En moins de deux journées la collecte atteint déjà plus de 90 000 euros.
Il existe un principe de double proportionnalité pour ces cagnottes. D'abord elles sont proportionnelles à la visibilité et à la notoriété de leur initiateur et à celle de son premier cercle qui intervient en relai immédiat. Et cette première proportionnalité conditionne généralement l'ampleur de la reprise médiatique qui vient, en deuxième lame, à son tour renforcer la visibilité de la collecte de fonds.

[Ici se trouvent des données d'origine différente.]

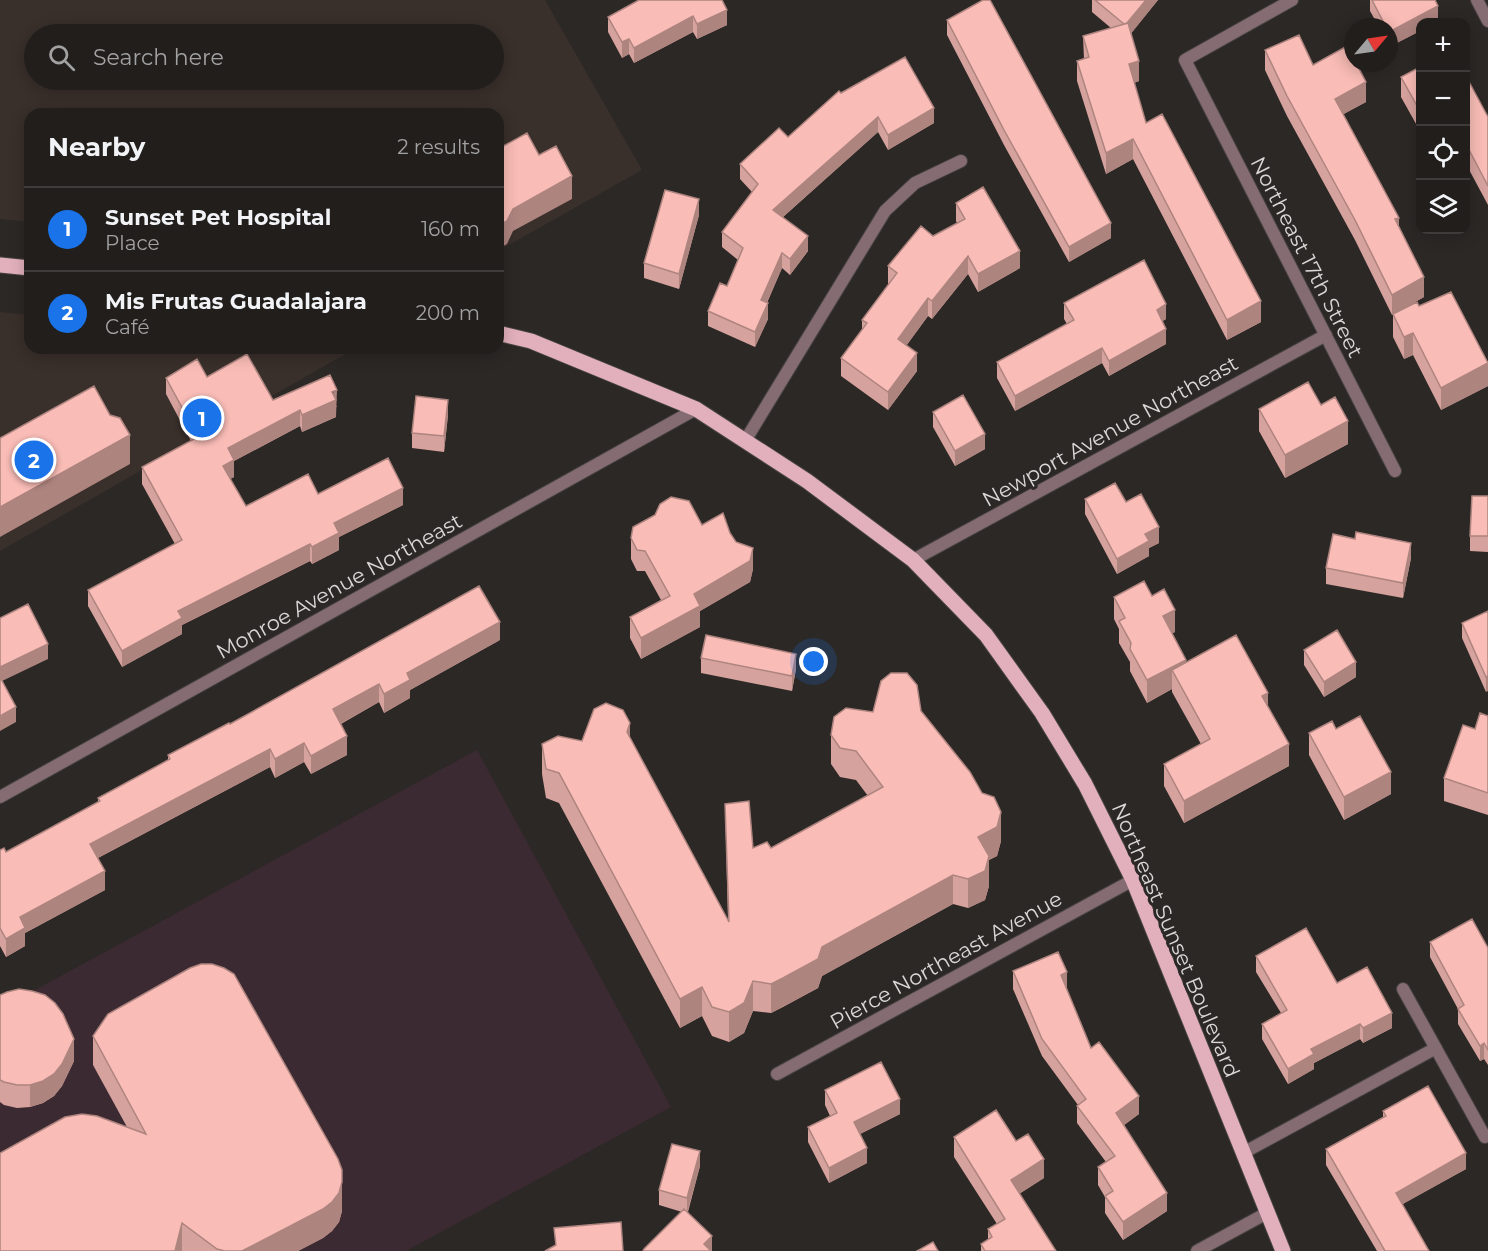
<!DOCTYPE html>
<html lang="en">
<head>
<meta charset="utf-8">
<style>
	body { margin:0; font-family:Montserrat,sans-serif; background:#292725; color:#f1f3f6 }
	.controls { position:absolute; right:18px; top:18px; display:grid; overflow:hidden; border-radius:12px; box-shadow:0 3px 15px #0003 }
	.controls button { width:54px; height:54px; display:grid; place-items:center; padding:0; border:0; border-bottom:2px solid #3e3c3b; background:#211e1c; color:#f1f3f6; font:30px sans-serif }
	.compass { position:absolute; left:1344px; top:18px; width:54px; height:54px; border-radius:50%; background:#211e1c; box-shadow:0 3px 15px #0003; rotate:61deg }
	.you { position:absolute; left:814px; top:662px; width:21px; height:21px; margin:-15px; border:4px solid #fff; border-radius:50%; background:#1a73e8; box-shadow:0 0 0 9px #1a73e833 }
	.badge { display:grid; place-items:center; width:39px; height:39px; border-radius:50%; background:#1a73e8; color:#fff; font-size:20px; font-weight:700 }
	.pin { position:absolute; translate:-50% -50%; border:3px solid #fff; box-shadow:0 2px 6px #0006 }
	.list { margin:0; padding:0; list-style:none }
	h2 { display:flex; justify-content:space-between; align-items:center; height:78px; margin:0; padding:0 24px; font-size:26px }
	h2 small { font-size:20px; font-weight:400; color:#a2a2a3 }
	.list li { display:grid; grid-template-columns:39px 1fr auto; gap:18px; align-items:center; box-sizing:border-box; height:84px; padding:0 24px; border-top:2px solid #3e3c3b }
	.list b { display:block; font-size:22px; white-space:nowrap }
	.list p { margin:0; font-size:20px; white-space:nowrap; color:#a2a2a3 }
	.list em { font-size:20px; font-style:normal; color:#a2a2a3 }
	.icon { flex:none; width:33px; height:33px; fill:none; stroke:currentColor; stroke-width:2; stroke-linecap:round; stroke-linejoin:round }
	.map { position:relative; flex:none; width:1488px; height:1251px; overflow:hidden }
	.search { position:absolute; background:#211e1c; box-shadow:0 3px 15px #0003; left:24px; top:24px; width:480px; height:66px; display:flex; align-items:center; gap:15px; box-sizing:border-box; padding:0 21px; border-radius:33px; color:#a2a2a3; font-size:22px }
	.panel { position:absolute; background:#211e1c; box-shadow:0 3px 15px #0003; left:24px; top:108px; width:480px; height:246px; border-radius:18px }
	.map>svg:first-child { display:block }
	.built { fill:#392f2b; fill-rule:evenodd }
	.industrial { fill:#3c2a32 }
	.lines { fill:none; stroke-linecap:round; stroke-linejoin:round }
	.street-casing { stroke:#484442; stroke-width:14 }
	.primary-casing { stroke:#484442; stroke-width:17 }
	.street { stroke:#856c72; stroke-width:12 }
	.primary { stroke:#e2b0bc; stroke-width:15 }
	.wall { fill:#d6a29d }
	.shaded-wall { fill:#ae847f }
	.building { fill:#f9bcb6; stroke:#ae847f; stroke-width:1.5 }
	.labels { text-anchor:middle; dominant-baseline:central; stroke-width:6; stroke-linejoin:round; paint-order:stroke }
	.street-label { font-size:21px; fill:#dad8d7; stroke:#2c2826 }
</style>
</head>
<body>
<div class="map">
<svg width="1488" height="1251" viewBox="0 0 1488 1251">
	<rect width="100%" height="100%" fill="#2c2826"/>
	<path class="built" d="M0 0H545L642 170 498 251V114H30V222L0 219ZM34 34H494V80H34Z
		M0 312 30 315V348H356L0 551Z"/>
	<path class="industrial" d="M477 750 671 1107 406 1251H0V1009Z"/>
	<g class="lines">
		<g class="street-casing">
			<path id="street" d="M1292 0 1185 60 1395 471
				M1477 0 1488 21
				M745 441 885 211 915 183 961 161
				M913 560 1326 335
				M0 797 696 409
				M1403 989 1485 1137
				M777 1074 1133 880
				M1243 1153 1436 1048
				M1197 1251 1267 1213"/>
		</g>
		<g class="primary-casing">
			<path id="primary" d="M0 265 30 268
				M498 333 531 341 696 409 807 481 913 560 986 635 1042 713 1085 784 1133 880 1283 1251"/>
		</g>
		<use href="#street" class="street"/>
		<use href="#primary" class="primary"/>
	</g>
	<path class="wall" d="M639 0 727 25 697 39 693 32 634 63 629 54 622 58 608 32V17Z
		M1092 0H1158L1131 33 1139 81 1134 83 1146 123 1261 322 1227 340 1133 159 1106 174 1077 81V61L1084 59 1083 36 1111 28 1092 12Z
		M1370 0H1435L1438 21 1436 22H1420V31L1389 47V27H1379L1370 11Z
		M947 20 1111 238 1069 262 1004 145 947 35Z
		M1265 50 1313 65 1366 102 1343 114 1399 227 1424 297 1392 315 1355 240 1287 116 1265 70Z
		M1420 67V131L1401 97V77Z
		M1466 79 1488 117V205L1466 164Z
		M841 93 934 123 888 150 878 132 783 217 808 251 790 275 782 268 767 303 768 319 755 347 708 326V311L727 286 738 260 722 247V232L752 192 740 179V164L788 137Z
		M956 203 1020 268 978 292 968 274 932 319 928 316 906 346 917 371 888 410 841 376V358L862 330V320L889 284H888V266L933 236 957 223 956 221Z
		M699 215 679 289 644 278V263Z
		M1064 303 1166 319 1162 321 1166 344 1109 376 1102 363 1015 411 997 378V362L1067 324 1064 319Z
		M1419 306 1488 362V386L1441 410 1413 355 1404 359 1393 337V314Z
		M207 377 273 400 337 406 336 407V417L302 432 300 426 234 461V477L230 479 246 506 318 494 403 505 339 537V550L312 564 310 561 182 625V634L122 667 88 606V590L175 544 142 484V467L191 441 166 394V378Z
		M1321 405 1348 444 1285 478 1259 431V409Z
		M933 412 985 449 955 466 933 427Z
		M448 415 444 452 412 448V433Z
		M1488 496V552L1470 551V536Z
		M1085 499 1126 502 1159 543 1149 548V556L1117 574 1085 514Z
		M702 525 730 533 753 569 750 582 700 611V627L641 659 630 638V617L661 600 645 571H637L631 559V538Z
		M1411 558 1403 598 1326 584V568Z
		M1152 596 1175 632 1172 633 1186 662 1268 706 1289 766 1184 823 1164 786V764L1201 744 1172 692V689L1147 703 1130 671V662L1119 643V629L1114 619V597Z
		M1488 611 1486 692 1462 638V623Z
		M500 640 410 690V698L384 713 379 702 341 724 347 755 311 774 304 762 275 778 270 767 98 858 105 890 25 933V946L6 957 0 946V850L6 852 98 802V798L168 760V755L230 724Z
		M1304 650 1356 677 1324 697 1304 665Z
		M701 658 796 669 792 691 701 673Z
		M921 711 1001 841 997 856 989 860V886L985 900 968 908 953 904 822 976 818 988 783 1007 771 1013 753 1011 744 1033 729 1042 712 1036 702 1016 680 1028 559 803 546 798 542 774V744L630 738 728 920 725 804 753 848H771L868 796 856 780 840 777 831 764V735L873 712Z
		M1488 716V815L1444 801V778L1475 729Z
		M1336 729 1391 794 1344 820 1309 755V733Z
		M1430 942 1488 948V1065L1484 1059 1480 1061 1458 1024V1009L1430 957Z
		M1256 956 1337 983 1392 1028 1363 1043 1360 1039 1314 1063V1069L1288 1084 1262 1039V1024L1281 1013 1256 972Z
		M1013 971 1067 990 1091 1048 1139 1114 1124 1125 1167 1211 1123 1240 1105 1213V1197L1098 1185V1167L1106 1162 1077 1123V1106L1078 1105 1042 1056 1013 989Z
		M0 995 74 1061 62 1086 54 1096 43 1103 30 1107 17 1108 4 1105 0 1102Z
		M93 1036 342 1211 339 1222 332 1231 323 1238 298 1251H0L127 1127 93 1065Z
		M825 1090 900 1114 860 1134 867 1163 829 1183 808 1142V1127L830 1116 825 1105Z
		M1383 1111 1466 1169 1402 1204 1429 1251H1377L1326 1165V1149L1383 1117Z
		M954 1137 1016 1141 1044 1178 1019 1194 1056 1251H981V1244L988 1240V1229L997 1224 954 1157Z
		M700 1166 688 1212 712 1251 682 1212 659 1205V1190Z"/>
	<path class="shaded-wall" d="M1146 0H1158L1126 40V25Z
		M1438 6V21L1436 22H1420V31L1389 47V32Z
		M727 10V25L697 39V24Z
		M693 16V32L634 63V48Z
		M629 39V54L622 58V42Z
		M1139 61V81L1129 85V64Z
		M1366 82V102L1335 119V99Z
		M934 108V123L888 150V135Z
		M878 117V132L773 226V210Z
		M1133 139V159L1106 174V153Z
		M572 176V199L513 231 507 244 498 249V226L513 209Z
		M699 199V215L679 289V274Z
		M1399 218V238L1395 219Z
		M1111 223V238L1069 262V247Z
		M808 236V251L790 275V259Z
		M1020 251V268L978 292V274Z
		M782 253V268L761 315V300Z
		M968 256V274L932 319V301Z
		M1424 277V297L1392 315V295Z
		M928 298V316L898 357V339Z
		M1261 301V322L1227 340V320Z
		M768 303V319L755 347V332Z
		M1166 304V319L1157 325V310Z
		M1166 329V344L1109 376V361Z
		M1413 333V355L1404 359V337Z
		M1102 348V363L1015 411V396Z
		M917 353V371L888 410V392Z
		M1488 363V386L1441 410V388Z
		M337 390 336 417 302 432V415Z
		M448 400V415L444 452V436Z
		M300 410V426L234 461V477L223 483V466L228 448Z
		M1348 421V444L1285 478V455Z
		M985 434V449L955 466V451Z
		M130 435V464L0 537V507Z
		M403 488V505L339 537V550L312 564V547L334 523Z
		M1159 527V543L1149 548V556L1117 574V559L1145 534Z
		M1411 543V558L1403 598V583Z
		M310 544V561L182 625V634L122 667V651L178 611Z
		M753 548V569L750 582 700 611V627L641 659V638L694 594Z
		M1175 610V632L1163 638V616Z
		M500 622V640L410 690V698L384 713V694L407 673Z
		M48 644V659L0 682V667Z
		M796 654V669L792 691V676Z
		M1186 660V682L1172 670V689L1147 703V680Z
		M1356 662V677L1324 697V682Z
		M1488 676V691L1486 692V677Z
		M379 684V702L333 728V709Z
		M1268 693V715L1262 696Z
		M16 707V722L0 731V716Z
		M630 723V753L627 732Z
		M347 736V755L311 774V756Z
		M304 743V762L275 778V759Z
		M1289 744V766L1184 823V801Z
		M270 749V767L90 862V844Z
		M1391 772V794L1344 820V797Z
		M1001 812V841L997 856 989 860V886L985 900 968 908V879L978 837Z
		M105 871V890L25 933V946L6 957V939L20 917Z
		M953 875V904L822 976 818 988 771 1013V984L822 947Z
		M1067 972V990L1061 975Z
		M753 981V1011L744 1033 729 1042V1012Z
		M702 987V1016L680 1028V999Z
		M1392 1013V1028L1363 1043V1028Z
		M1360 1024V1039L1314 1063V1069L1288 1084V1069L1311 1049Z
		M74 1039V1061L62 1086 54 1096 43 1103 30 1107V1085Z
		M1484 1043V1059L1480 1061V1046Z
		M1139 1096V1114L1116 1131V1113Z
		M900 1099V1114L854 1137V1122Z
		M867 1148V1163L829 1183V1168Z
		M700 1151V1166L687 1213V1198Z
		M1466 1153V1169L1396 1208V1193Z
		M1044 1159V1178L1011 1199V1180Z
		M342 1182V1211L339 1222 332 1231 323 1238 298 1251H242Z
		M1167 1193V1211L1123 1240V1222Z
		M182 1223V1251H175Z
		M712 1236V1251H704V1244Z"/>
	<path class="building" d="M639 0H722L727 10 697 24 693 16 634 48 629 39 622 42 608 17Z
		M983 0H990L1111 223 1069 247 1004 130 947 20Z
		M1095 0H1146L1127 23 1124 24Z
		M1372 0H1435L1438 6 1389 32V27H1386Z
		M1128 23 1139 61 1129 64 1146 123 1162 114 1261 301 1227 320 1133 139 1106 153 1077 61 1089 57 1083 36Z
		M1299 35 1313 65 1347 46 1353 57V63H1356L1366 82 1335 99 1399 218 1395 219 1424 277 1392 295 1355 220 1287 96 1265 50Z
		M905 57 934 108 888 135 878 117 773 210 808 236 790 259 782 253 761 300 768 303 755 332 708 311 720 283 727 286 743 248 722 232 758 184 740 164 779 128 788 137 839 91 841 93Z
		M1420 67V111L1401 77Z
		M1467 78 1488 117V186L1466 144V79Z
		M527 133 539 155 556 146 572 176 513 209 507 221 498 226V149Z
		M983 187 1020 251 978 274 968 256 932 301 928 298 898 339 917 353 888 392 841 358 867 323 862 320 897 273 888 266 921 226 933 236 965 219 956 203Z
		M665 190 699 199 679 274 644 263Z
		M1144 260 1166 304 1157 310 1166 329 1109 361 1102 348 1015 396 997 362 1074 320 1064 303Z
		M1451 292 1488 363 1441 388 1413 333 1404 337 1393 314 1417 302 1419 306Z
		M247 354 273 400 330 375 337 390 332 392 336 400 302 415 300 410 228 448 234 460 223 466 246 506 308 474 318 494 388 458 403 488 334 523 339 533 312 547 310 544 178 611 182 618 122 651 88 590 182 540 142 467 198 437 166 378 197 359 207 377Z
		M1308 382 1321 405 1335 397 1348 421 1285 455 1259 409Z
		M94 386 110 415 120 418 130 435 0 507V438Z
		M963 395 985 434 955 451 933 412Z
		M416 396 448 400 444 436 412 433Z
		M1115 483 1126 502 1141 494 1159 527 1145 534 1149 541 1117 559 1085 499Z
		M1472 496H1488V536H1470Z
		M671 497 689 501 702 525 723 513 730 533 736 542 753 548 750 561 694 594 700 606 641 638 630 617 670 596 645 551 637 550 631 538 633 527 655 515 660 504Z
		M1356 532 1411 543 1403 583 1326 568 1333 534 1355 539Z
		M1144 581 1152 596 1164 589 1175 610 1163 616 1186 660 1147 680 1130 649 1131 643 1119 621 1125 618 1114 597Z
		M479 586 500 622 407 673 410 680 384 694 379 684 333 709 347 736 311 756 304 743 275 759 270 749 90 844 105 871 20 917 25 928 6 939 0 928V850L4 848 6 852 100 801 98 798 170 759 168 755 229 723 230 724Z
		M28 604 48 644 0 667V618Z
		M1488 611V676L1486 677 1462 623Z
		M1337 630 1356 662 1324 682 1304 650Z
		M706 635 796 654 792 676 701 658Z
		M1236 635 1268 693 1262 696 1289 744 1184 801 1164 764 1210 739 1172 670Z
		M891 673H907L917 685 921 711 970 772 982 793 994 797 1001 812 997 827 978 837 989 856 985 871 968 879 953 875 822 947 818 959 783 978 771 984 753 981 744 1003 729 1012 712 1007 702 987 680 999 559 773 546 769 542 744 558 736 582 741 594 709 606 703 623 710 630 723 627 732 729 922 725 804 749 801 753 848 767 842 771 848 883 787 856 751 840 748 831 735 834 717 846 708 873 712 881 681Z
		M0 677 16 707 0 716Z
		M1480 713 1488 716V793L1444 778 1463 725 1475 729Z
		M1360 716 1391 772 1344 797 1309 733 1332 721 1336 729Z
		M1472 919 1488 948V1050L1484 1043 1480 1046 1458 1009 1464 1005 1430 942Z
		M1306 928 1337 983 1367 967 1392 1013 1363 1028 1360 1024 1311 1049 1314 1054 1288 1069 1262 1024 1287 1010 1256 956Z
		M1058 952 1067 972 1061 975 1091 1048 1099 1042 1139 1096 1116 1113 1167 1193 1123 1222 1105 1196 1113 1191 1098 1167 1115 1156 1077 1106 1086 1099 1042 1039 1013 971Z
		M201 964H212L224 968 234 974 338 1159 342 1170V1182L339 1193 332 1202 323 1209 242 1251H225L217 1249 182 1223 175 1251H0V1153L65 1117 82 1114 97 1116 146 1134 93 1036 108 1014 190 968Z
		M19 989 32 991 45 995 55 1003 63 1014 74 1039 62 1064 54 1074 43 1081 30 1085H17L4 1082 0 1080V995L7 992Z
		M881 1062 900 1099 854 1122 867 1148 829 1168 808 1127 837 1113 825 1090Z
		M1428 1086 1466 1153 1396 1193 1429 1251H1385L1326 1149 1386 1116 1383 1111Z
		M996 1110 1016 1141 1028 1134 1044 1159 1011 1180 1056 1251H985L981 1244 992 1237 988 1229 1005 1219 954 1137Z
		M672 1144 700 1151 687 1198 659 1190Z
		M684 1209 712 1236 704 1244 711 1251H643L644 1249Z
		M621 1222 623 1251H545L556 1245 554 1228Z
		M933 1242 938 1251H917Z"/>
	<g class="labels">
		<g class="street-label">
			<text transform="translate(1307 257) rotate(63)">Northeast 17th Street</text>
			<text transform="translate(1110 431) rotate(-29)">Newport Avenue Northeast</text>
			<text transform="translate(339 586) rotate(-29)">Monroe Avenue Northeast</text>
			<text transform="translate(1176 940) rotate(67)">Northeast Sunset Boulevard</text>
			<text transform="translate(946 960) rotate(-29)">Pierce Northeast Avenue</text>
		</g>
	</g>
</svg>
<div class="controls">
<button>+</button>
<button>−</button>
<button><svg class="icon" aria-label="locate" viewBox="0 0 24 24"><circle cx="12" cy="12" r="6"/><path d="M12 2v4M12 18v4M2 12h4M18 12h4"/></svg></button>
<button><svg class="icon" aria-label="layers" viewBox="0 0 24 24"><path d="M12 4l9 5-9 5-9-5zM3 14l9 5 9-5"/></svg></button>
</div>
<svg class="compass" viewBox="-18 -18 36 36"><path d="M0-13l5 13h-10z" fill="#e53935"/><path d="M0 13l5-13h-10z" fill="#a2a2a3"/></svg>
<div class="you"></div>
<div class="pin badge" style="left:202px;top:418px">1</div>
<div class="pin badge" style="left:34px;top:460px">2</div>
<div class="search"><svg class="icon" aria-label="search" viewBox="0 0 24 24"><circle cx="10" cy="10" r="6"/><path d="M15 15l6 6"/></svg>Search here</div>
<section class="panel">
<h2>Nearby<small>2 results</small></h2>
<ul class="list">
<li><span class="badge">1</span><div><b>Sunset Pet Hospital</b><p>Place</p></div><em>160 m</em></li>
<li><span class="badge">2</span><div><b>Mis Frutas Guadalajara</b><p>Café</p></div><em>200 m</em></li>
</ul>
</section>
</div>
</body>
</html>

Ensuite, ces cagnottes sont proportionnées à l'habituelle hiérarchie virale des émotions : les cagnottes et collectes atteignant les sommes les plus élevées sont celles qui répondent aux émotions générant également le plus de viralité c'est à dire la colère et l'indignation en premier (et plus largement tout ce qui contrevient frontalement à une forme d'éthique personnelle), et ensuite la tristesse et l'affliction (dimension du pathos et de l'empathie pour, en vrac, des enfants, des malades, des déclassés, des enfants malades déclassés, etc.)
La cagnotte ou l'impôt.
Ces derniers temps les logiques de Crowdfunding portées par des grandes plateformes ou par des banques (Leetchi a été racheté par le Crédit Mutuel) élargissent considérablement le spectre de leur action et de leur impact dans le champ public comme dans la sphère privée (avec les "Charity Birthdays" de Facebook notamment). Et ce changement est tout sauf trivial ou anecdotique : il va globalement dans le sens d'un affaiblissement du rapport de confiance et d'acceptation de l'impôt. Un impôt désormais essentiellement vu comme une simple "taxe" dont l'affectation supposément obscure est d'autant plus mal ressentie et partagée qu'elle est corrélée à l'exemption factuelle (exil fiscal) et autres cadeaux fiscaux (ISF, CICE, etc.) dont les plus riches bénéficient. Cet affaiblissement de la valeur symbolique de l'impôt, notamment donc chez les classes populaires et intermédiaires, est lui-même le résultat des politiques de mises à mort de pans entiers de secteurs et de services publics.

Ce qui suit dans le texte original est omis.